BEGIN
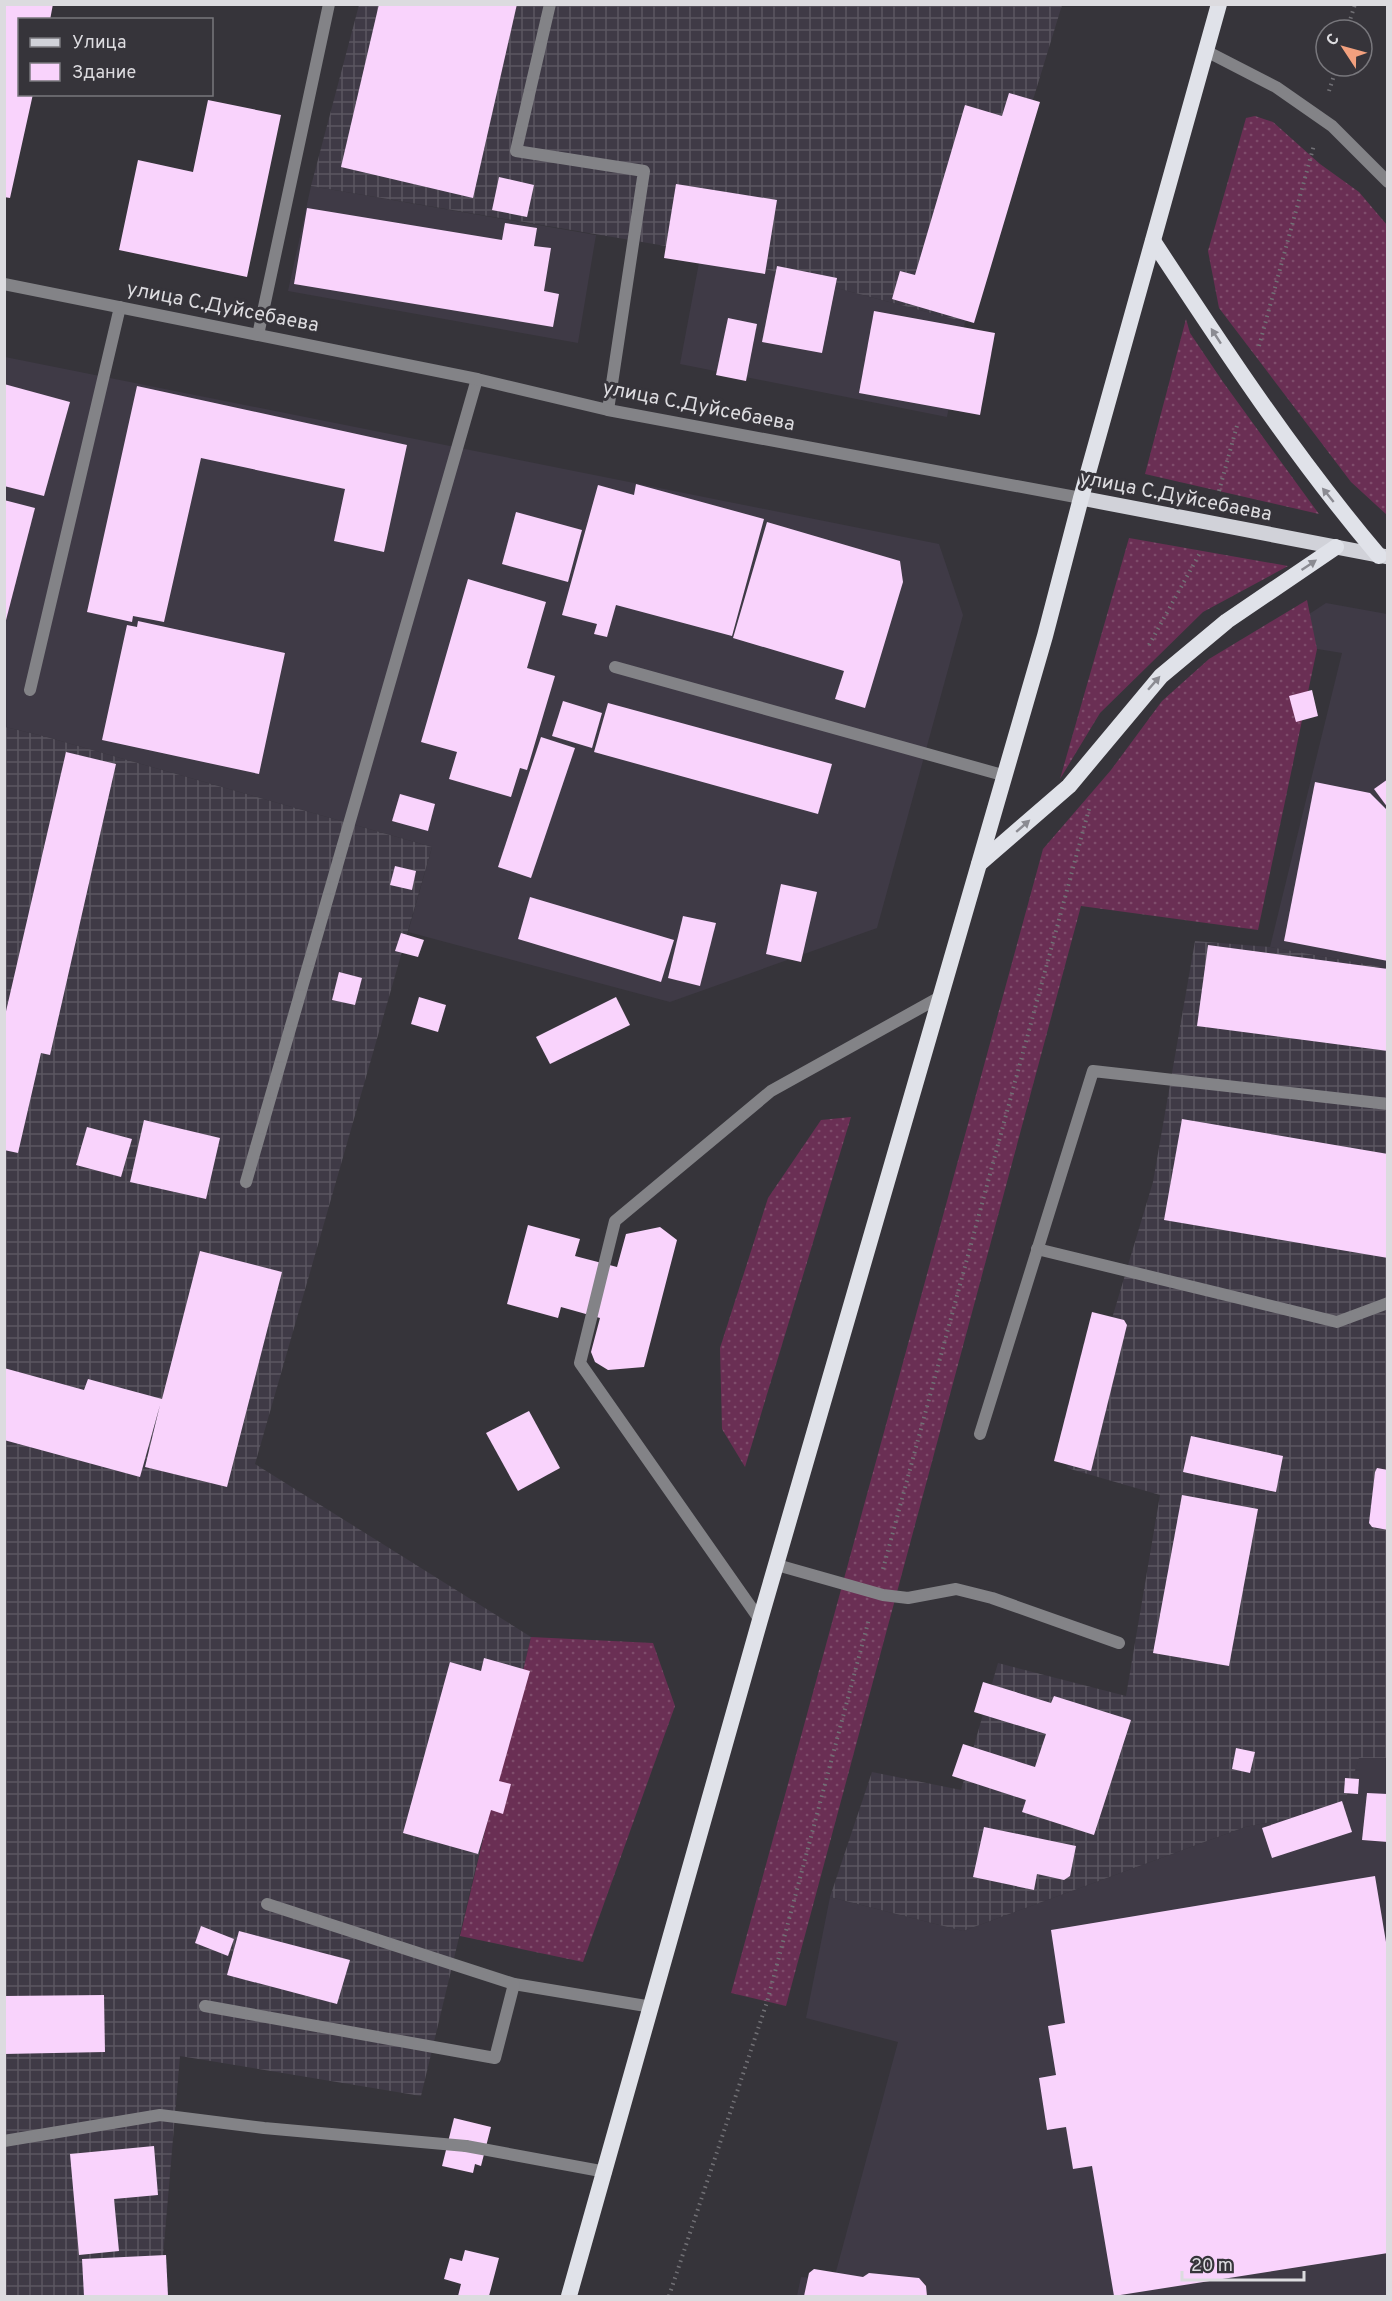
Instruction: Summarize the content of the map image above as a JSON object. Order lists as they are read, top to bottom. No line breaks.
{"streets":{"main road":["улица С.Дуйсебаева"]},"legend":["Улица","Здание"],"scale_bar":"20 m","north":"top left"}
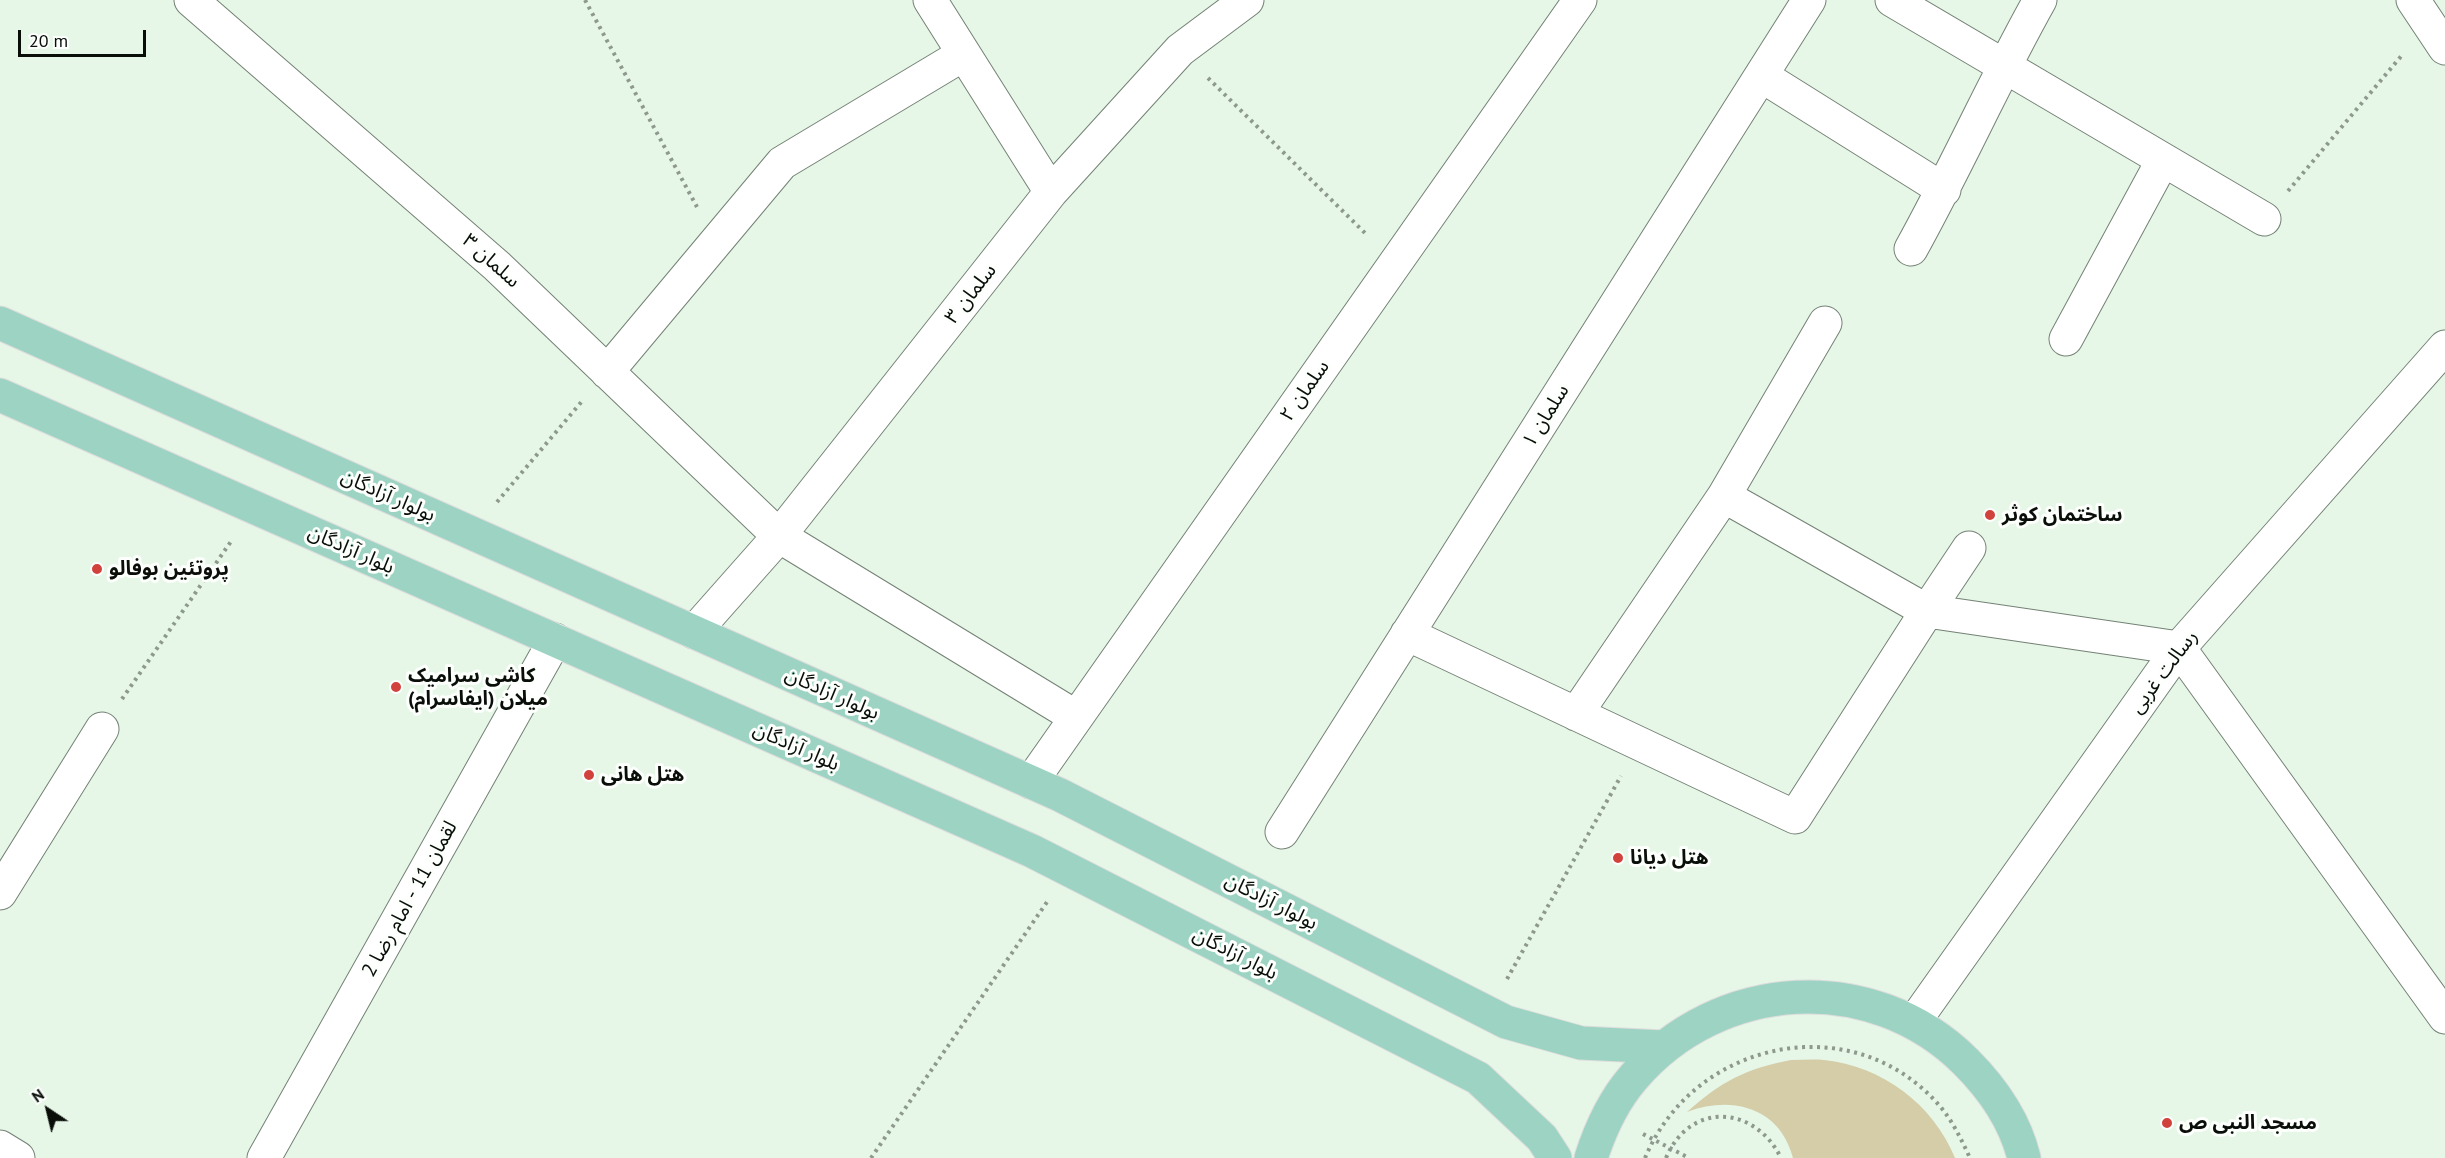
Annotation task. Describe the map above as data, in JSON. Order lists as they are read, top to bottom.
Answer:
{
  "streets": {
    "main road": ["بولوار آزادگان", "بلوار آزادگان"],
    "street": [
      "سلمان ۳",
      "سلمان ۲",
      "سلمان ۱",
      "رسالت غربی",
      "لقمان 11 - امام رضا 2"
    ]
  },
  "crossings": [
    ["سلمان ۳", "سلمان ۲"],
    ["سلمان ۳", "بولوار آزادگان"],
    ["سلمان ۲", "بولوار آزادگان"],
    ["بلوار آزادگان", "لقمان 11 - امام رضا 2"]
  ],
  "places": [
    "ساختمان کوثر",
    "پروتئین بوفالو",
    "کاشی سرامیک میلان (ایفاسرام)",
    "هتل هانی",
    "هتل دیانا",
    "مسجد النبی ص"
  ],
  "scale_bar": "20 m",
  "north": "top left"
}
END
_What to work on_
Without the pictures, repeat the listing exactly as it reads.

_Completed task_
Instruction: Summarize the content of the map image above as a JSON object. Order lists as they are read, top to bottom. No line breaks.
{"streets":{"main road":["улица С.Дуйсебаева"]},"legend":["Улица","Здание"],"scale_bar":"20 m","north":"top left"}
Annotation task. Describe the map above as data, in JSON. Order lists as they are read, top to bottom.
Answer:
{
  "streets": {
    "main road": ["بولوار آزادگان", "بلوار آزادگان"],
    "street": [
      "سلمان ۳",
      "سلمان ۲",
      "سلمان ۱",
      "رسالت غربی",
      "لقمان 11 - امام رضا 2"
    ]
  },
  "crossings": [
    ["سلمان ۳", "سلمان ۲"],
    ["سلمان ۳", "بولوار آزادگان"],
    ["سلمان ۲", "بولوار آزادگان"],
    ["بلوار آزادگان", "لقمان 11 - امام رضا 2"]
  ],
  "places": [
    "ساختمان کوثر",
    "پروتئین بوفالو",
    "کاشی سرامیک میلان (ایفاسرام)",
    "هتل هانی",
    "هتل دیانا",
    "مسجد النبی ص"
  ],
  "scale_bar": "20 m",
  "north": "top left"
}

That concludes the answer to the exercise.